▸ PROBLEM REQUIREMENTS:
Look through the data and write out every line with the word "stream" in it.

(Stored data)
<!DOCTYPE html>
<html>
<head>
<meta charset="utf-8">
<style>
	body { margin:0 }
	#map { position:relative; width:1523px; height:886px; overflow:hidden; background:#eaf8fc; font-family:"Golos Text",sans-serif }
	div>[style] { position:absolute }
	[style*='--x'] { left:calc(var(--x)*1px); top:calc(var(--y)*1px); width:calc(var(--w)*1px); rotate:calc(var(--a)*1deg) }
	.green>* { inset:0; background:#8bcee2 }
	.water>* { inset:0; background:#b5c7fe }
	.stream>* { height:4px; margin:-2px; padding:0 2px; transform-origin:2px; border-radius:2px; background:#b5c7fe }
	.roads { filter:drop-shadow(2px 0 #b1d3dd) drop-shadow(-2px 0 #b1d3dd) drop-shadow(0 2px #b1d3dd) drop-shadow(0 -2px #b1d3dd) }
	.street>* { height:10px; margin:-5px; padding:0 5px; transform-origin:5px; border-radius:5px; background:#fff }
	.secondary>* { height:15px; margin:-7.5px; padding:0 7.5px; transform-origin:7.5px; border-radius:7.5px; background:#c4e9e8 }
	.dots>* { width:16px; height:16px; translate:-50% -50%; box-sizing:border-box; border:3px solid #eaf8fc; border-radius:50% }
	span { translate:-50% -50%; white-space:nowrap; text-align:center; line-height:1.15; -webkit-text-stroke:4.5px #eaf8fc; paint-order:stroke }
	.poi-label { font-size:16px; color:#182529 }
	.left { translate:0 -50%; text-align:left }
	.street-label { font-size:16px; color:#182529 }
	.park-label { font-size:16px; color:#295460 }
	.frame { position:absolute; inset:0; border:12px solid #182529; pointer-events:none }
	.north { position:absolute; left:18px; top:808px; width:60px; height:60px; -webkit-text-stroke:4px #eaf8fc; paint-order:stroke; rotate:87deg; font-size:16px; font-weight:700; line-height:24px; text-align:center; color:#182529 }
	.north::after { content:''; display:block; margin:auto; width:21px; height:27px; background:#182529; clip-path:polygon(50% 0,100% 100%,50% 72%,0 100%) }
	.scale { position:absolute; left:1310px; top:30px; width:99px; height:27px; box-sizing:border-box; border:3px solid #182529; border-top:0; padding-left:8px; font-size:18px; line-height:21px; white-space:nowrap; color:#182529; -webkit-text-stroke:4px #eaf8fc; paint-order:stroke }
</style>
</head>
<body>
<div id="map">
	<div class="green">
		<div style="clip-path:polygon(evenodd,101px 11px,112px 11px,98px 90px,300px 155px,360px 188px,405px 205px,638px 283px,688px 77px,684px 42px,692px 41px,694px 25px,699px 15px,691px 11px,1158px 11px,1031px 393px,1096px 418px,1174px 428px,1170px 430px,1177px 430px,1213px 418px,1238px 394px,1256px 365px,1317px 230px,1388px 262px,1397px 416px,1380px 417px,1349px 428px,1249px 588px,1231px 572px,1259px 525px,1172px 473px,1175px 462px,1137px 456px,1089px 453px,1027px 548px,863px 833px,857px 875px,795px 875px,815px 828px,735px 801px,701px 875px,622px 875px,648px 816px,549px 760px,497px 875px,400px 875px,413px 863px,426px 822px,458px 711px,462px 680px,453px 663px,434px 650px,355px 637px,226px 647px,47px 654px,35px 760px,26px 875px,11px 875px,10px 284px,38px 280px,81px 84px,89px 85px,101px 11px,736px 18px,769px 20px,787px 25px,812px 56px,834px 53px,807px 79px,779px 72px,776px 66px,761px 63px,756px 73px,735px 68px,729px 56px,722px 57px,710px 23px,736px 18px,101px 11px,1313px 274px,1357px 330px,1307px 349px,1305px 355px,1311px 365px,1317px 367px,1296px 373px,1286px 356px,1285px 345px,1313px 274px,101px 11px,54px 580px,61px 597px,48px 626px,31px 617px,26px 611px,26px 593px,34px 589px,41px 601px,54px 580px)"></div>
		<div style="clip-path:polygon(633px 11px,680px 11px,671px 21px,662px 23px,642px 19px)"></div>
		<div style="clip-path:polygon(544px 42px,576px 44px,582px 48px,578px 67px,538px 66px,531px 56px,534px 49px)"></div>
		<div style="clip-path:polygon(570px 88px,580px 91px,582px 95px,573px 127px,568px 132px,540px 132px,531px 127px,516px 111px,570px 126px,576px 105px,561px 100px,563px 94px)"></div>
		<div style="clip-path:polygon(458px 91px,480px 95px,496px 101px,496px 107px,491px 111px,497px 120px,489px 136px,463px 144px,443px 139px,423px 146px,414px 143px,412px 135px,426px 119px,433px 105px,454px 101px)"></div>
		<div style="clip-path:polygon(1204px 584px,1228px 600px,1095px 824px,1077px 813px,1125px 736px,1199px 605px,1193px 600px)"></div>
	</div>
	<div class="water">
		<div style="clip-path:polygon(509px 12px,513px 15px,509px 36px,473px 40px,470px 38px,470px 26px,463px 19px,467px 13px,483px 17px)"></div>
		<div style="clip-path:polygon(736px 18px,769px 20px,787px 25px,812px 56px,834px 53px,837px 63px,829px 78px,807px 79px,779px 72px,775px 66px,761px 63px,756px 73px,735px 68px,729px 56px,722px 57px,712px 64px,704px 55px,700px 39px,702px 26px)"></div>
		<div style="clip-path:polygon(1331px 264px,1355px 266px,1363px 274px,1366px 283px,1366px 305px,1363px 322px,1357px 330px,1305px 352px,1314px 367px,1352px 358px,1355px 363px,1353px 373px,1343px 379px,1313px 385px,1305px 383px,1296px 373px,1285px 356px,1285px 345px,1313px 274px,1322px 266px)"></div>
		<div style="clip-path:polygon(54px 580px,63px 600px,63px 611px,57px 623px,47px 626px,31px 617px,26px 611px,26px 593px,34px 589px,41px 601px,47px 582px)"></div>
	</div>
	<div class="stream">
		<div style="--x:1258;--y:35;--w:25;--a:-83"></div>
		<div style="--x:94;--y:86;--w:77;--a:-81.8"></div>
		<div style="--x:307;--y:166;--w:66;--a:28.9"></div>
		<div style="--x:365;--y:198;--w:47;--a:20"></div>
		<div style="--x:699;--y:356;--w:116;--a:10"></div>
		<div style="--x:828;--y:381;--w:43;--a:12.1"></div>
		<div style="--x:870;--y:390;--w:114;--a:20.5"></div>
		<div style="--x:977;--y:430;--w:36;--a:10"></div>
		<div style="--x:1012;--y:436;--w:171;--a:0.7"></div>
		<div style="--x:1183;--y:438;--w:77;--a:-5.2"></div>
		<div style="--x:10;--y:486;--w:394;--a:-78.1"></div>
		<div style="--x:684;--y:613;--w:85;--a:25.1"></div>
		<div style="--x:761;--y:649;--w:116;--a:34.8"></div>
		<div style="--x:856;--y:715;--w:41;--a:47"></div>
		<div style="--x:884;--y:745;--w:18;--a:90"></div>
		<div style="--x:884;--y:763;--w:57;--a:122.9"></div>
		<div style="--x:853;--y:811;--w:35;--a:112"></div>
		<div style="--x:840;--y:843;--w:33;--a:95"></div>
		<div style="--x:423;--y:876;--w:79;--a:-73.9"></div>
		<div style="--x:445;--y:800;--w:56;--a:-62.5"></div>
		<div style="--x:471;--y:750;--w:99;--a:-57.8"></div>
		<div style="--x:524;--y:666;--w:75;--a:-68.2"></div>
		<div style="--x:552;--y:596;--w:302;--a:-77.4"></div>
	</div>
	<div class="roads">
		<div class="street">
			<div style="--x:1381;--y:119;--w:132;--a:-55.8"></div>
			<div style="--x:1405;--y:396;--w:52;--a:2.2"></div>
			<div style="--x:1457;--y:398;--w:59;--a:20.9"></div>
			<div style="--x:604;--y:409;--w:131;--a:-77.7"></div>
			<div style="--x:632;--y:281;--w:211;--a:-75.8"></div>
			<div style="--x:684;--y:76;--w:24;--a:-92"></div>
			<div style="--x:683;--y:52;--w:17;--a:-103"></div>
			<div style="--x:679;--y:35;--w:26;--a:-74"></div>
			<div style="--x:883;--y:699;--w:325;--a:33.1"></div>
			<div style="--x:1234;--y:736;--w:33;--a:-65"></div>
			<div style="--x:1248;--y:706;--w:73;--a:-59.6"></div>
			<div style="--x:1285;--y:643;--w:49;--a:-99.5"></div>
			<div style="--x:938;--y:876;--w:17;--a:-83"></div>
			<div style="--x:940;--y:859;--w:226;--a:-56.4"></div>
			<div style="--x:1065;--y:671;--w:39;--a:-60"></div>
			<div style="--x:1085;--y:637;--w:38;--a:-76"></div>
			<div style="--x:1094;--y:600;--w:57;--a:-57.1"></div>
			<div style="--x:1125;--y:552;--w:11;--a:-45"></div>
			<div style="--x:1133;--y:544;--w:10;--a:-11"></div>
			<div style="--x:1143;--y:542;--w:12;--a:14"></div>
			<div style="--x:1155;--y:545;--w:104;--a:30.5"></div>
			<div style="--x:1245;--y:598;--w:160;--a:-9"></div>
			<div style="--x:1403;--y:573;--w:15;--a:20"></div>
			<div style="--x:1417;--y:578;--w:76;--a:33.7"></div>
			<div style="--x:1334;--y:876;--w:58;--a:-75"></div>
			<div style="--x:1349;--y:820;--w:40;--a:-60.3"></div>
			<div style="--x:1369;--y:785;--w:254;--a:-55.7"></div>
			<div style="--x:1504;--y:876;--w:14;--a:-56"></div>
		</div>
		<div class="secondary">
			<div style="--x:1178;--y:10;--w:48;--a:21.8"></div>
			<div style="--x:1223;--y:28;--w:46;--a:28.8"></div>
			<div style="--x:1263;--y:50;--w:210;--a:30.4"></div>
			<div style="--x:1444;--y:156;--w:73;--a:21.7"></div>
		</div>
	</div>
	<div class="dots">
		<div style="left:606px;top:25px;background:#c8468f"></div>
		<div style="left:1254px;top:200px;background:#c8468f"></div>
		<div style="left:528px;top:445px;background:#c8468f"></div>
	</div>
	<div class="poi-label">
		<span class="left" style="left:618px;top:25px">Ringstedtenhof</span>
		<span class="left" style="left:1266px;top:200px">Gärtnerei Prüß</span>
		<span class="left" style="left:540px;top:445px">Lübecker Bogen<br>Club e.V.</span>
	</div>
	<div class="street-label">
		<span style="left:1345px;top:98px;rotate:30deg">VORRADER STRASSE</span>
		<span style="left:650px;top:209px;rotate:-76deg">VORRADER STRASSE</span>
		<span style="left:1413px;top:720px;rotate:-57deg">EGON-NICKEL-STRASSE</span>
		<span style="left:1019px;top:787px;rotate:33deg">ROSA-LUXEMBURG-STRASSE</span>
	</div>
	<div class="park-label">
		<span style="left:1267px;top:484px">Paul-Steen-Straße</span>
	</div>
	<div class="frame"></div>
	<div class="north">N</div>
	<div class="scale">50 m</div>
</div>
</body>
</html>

▸ THE ANSWER:
	.stream>* { height:4px; margin:-2px; padding:0 2px; transform-origin:2px; border-radius:2px; background:#b5c7fe }
	<div class="stream">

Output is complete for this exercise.